GREAT BARRINGTON -- Rabbi Deborah Zecher, who guided Hevreh of Southern Berkshire's physical and spiritual growth for more than two decades, is stepping down as the synagogue's spiritual leader.
Zecher, 58, officially retires today as Hevreh's first ordained rabbi in the congregation's 40-year history. On Tuesday, Rabbi Robert Ourach succeeds Zecher on an interim basis and will conduct his first Shabbat at Hevreh on Friday at 6 p.m.
Since Zecher's arrival 22 years ago, Hevreh has quadrupled in membership to 400 families and greatly expanded its programs and services after building a new house of worship on State Road that opened in June of 1999.
The Pennsylvania native credits a forward-thinking congregation for making her job easier.
"It's been a highly collaborative venture -- we've been wonderful partners in creating this community," she said in an Eagle interview. "This hasn't been a one-woman show."
Long-time member Paula Hellman believes Zecher was the right person to help Hevreh grow beyond its humble beginnings of meeting in private homes or community space.
"Your inspirational leadership built this," said Hellman, who recently retired as Hevreh's education director. "One definition for rabbi is teacher ... and you are a teacher par excellence."
Hellman's remarks came during Friday's special Shabbat at Hevreh paying tribute to Zecher, followed by a farewell event on Saturday, both attended by hundreds of family, friends, members of Hevreh and other area Jewish congregations.
Shoshana Goldberg of Tyringham was grateful for Zecher's insight and encouragement in guiding her at Hevreh.
"With the help of Rabbi Zecher, I realized choosing Judaism was only the beginning of my journey," she said.
Zecher's rabbinical journey began while growing up in Monroeville outside Pittsburgh. During the night of her bat mitzvah, the initiation ceremony for Jewish girls, the 13-year-old had an epiphany.

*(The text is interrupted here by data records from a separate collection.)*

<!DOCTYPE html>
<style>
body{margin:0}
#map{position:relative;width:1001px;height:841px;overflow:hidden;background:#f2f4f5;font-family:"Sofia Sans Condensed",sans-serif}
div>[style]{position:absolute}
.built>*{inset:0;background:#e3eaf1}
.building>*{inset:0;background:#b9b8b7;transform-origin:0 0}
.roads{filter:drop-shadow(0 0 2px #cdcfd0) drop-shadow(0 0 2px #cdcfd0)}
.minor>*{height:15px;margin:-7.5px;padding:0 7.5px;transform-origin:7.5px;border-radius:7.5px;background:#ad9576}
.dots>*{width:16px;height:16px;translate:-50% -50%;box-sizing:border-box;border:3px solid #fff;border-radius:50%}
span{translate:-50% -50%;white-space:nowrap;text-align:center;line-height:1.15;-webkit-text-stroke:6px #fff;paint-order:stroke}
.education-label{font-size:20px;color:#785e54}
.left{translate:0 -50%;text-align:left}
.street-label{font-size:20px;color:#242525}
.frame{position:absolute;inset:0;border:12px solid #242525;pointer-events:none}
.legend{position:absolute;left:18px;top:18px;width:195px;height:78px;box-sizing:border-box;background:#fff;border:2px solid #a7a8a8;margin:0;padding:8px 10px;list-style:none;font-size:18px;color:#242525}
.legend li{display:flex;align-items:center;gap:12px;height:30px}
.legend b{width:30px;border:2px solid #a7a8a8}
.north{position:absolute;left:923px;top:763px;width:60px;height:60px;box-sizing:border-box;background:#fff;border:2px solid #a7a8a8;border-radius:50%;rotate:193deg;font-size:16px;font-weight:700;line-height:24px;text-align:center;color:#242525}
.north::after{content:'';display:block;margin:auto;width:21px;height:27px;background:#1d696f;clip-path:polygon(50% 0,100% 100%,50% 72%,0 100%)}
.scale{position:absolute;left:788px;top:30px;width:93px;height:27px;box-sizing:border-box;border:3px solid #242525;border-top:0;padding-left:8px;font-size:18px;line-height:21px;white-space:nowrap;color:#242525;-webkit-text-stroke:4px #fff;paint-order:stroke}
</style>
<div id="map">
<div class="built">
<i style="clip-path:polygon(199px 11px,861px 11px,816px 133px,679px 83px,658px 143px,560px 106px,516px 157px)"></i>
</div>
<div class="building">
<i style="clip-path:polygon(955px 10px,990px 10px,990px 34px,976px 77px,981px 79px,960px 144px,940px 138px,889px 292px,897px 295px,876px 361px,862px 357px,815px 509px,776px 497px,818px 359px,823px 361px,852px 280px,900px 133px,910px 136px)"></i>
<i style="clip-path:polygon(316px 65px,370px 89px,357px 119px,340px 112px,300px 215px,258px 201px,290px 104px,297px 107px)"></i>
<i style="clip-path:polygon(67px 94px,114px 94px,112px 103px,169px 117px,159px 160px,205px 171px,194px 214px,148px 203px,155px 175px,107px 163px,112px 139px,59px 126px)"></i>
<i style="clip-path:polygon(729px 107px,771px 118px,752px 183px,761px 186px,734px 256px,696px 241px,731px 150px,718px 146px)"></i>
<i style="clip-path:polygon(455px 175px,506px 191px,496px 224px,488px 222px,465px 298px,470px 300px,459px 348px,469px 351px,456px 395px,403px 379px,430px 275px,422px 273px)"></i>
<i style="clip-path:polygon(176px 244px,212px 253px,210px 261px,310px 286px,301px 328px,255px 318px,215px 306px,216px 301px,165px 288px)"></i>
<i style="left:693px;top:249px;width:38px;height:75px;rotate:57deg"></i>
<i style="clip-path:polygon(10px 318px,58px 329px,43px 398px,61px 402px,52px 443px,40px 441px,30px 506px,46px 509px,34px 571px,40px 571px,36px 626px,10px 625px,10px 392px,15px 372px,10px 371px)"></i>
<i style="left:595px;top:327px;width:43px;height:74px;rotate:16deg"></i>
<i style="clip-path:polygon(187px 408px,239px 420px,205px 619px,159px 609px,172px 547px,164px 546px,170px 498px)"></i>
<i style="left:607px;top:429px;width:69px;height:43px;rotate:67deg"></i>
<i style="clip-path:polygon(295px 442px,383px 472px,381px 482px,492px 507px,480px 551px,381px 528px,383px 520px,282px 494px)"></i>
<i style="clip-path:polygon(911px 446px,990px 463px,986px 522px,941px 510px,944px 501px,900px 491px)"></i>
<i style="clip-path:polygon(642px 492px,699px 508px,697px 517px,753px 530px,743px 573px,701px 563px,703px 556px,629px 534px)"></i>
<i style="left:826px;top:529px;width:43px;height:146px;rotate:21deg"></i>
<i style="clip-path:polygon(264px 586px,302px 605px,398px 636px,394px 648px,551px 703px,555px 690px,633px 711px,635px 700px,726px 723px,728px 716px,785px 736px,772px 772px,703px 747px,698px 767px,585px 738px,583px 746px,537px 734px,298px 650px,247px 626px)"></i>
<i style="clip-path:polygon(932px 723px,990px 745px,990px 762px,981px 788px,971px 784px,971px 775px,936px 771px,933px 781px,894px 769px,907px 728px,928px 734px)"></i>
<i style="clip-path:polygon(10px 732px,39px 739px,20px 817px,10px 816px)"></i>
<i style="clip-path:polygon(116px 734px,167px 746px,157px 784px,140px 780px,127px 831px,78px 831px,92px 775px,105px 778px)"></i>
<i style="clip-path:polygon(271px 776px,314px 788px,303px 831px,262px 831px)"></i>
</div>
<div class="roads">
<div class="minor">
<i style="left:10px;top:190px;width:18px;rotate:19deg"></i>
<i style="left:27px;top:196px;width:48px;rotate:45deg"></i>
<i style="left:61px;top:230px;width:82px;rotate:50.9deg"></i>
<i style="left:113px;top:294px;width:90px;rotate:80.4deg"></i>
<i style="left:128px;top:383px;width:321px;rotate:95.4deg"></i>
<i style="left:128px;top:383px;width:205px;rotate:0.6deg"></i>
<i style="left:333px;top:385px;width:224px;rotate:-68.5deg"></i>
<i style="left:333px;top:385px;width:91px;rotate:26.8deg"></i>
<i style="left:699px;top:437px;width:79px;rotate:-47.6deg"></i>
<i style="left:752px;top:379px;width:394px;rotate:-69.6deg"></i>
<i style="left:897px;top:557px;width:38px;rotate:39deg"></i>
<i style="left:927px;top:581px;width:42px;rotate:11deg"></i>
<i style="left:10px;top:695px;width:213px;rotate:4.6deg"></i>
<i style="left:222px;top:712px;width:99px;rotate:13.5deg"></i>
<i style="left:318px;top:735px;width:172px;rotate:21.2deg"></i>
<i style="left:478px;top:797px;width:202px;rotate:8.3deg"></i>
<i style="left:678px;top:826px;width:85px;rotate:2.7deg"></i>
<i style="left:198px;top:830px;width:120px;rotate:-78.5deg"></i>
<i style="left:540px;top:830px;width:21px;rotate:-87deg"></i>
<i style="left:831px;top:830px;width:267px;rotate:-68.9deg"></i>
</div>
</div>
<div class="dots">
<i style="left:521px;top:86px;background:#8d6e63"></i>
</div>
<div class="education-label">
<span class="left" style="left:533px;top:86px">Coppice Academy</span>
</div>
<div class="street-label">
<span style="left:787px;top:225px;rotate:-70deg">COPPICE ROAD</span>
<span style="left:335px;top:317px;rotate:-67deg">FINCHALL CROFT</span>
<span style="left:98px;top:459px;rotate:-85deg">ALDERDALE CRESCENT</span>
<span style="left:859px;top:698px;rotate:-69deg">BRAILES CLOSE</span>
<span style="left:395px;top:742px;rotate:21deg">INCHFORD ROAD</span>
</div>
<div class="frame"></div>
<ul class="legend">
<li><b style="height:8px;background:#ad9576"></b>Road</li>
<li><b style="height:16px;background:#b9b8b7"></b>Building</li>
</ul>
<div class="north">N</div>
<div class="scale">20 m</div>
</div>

"Everything meaningful to me is happening at this moment," she recalled. "I said to myself, ‘Wow, I should be a rabbi.' "
Zecher noted female rabbis were a rarity 45 years ago, but she would eventually complete her rabbinical education and see her religious career hit its stride when she came to Hevreh.
In 1992, Zecher, her husband, Rabbi Dennis Ross, and the couple's three children moved to the Berkshires as Ross had become the rabbi at Temple Anshe Amunium in Pittsfield. That year, after a succession of student rabbis, Hevreh chose Zecher as their first ordained rabbi and the congregation moved into its first permanent location, buying a home on Mahaiwe Street. Hevreh soon outgrew the former residence and the members decided to build their own synagogue. The State Road location has allowed Hevreh to attract more members, increase educational offerings and become a more integral part of the community, according to Zecher.
"I expect the congregation to continue to strengthen because it hasn't been about me," she said.
While Phyllis Weiss was "devastated" when Zecher announced her retirement 18 months ago, she will leave a lasting legacy.
"Friendship and love are permanent and those remain in place," she said during the Shabbat.
Zecher will also remain in the public eye as she devotes more time to singing theatrical show tunes. Her musical career took off a decade ago when she graduated from the National Cabaret Conference at Yale University. She specializes in the music of Jewish composers and lyricists and has performed both in the Berkshires and New York City.
Cabaret singing has been a perfect companion to Zecher's religious profession.
"The liturgy gives us the tool to express deep theological hopes, thoughts and dreams -- cabaret expresses all those in a secular way," she said.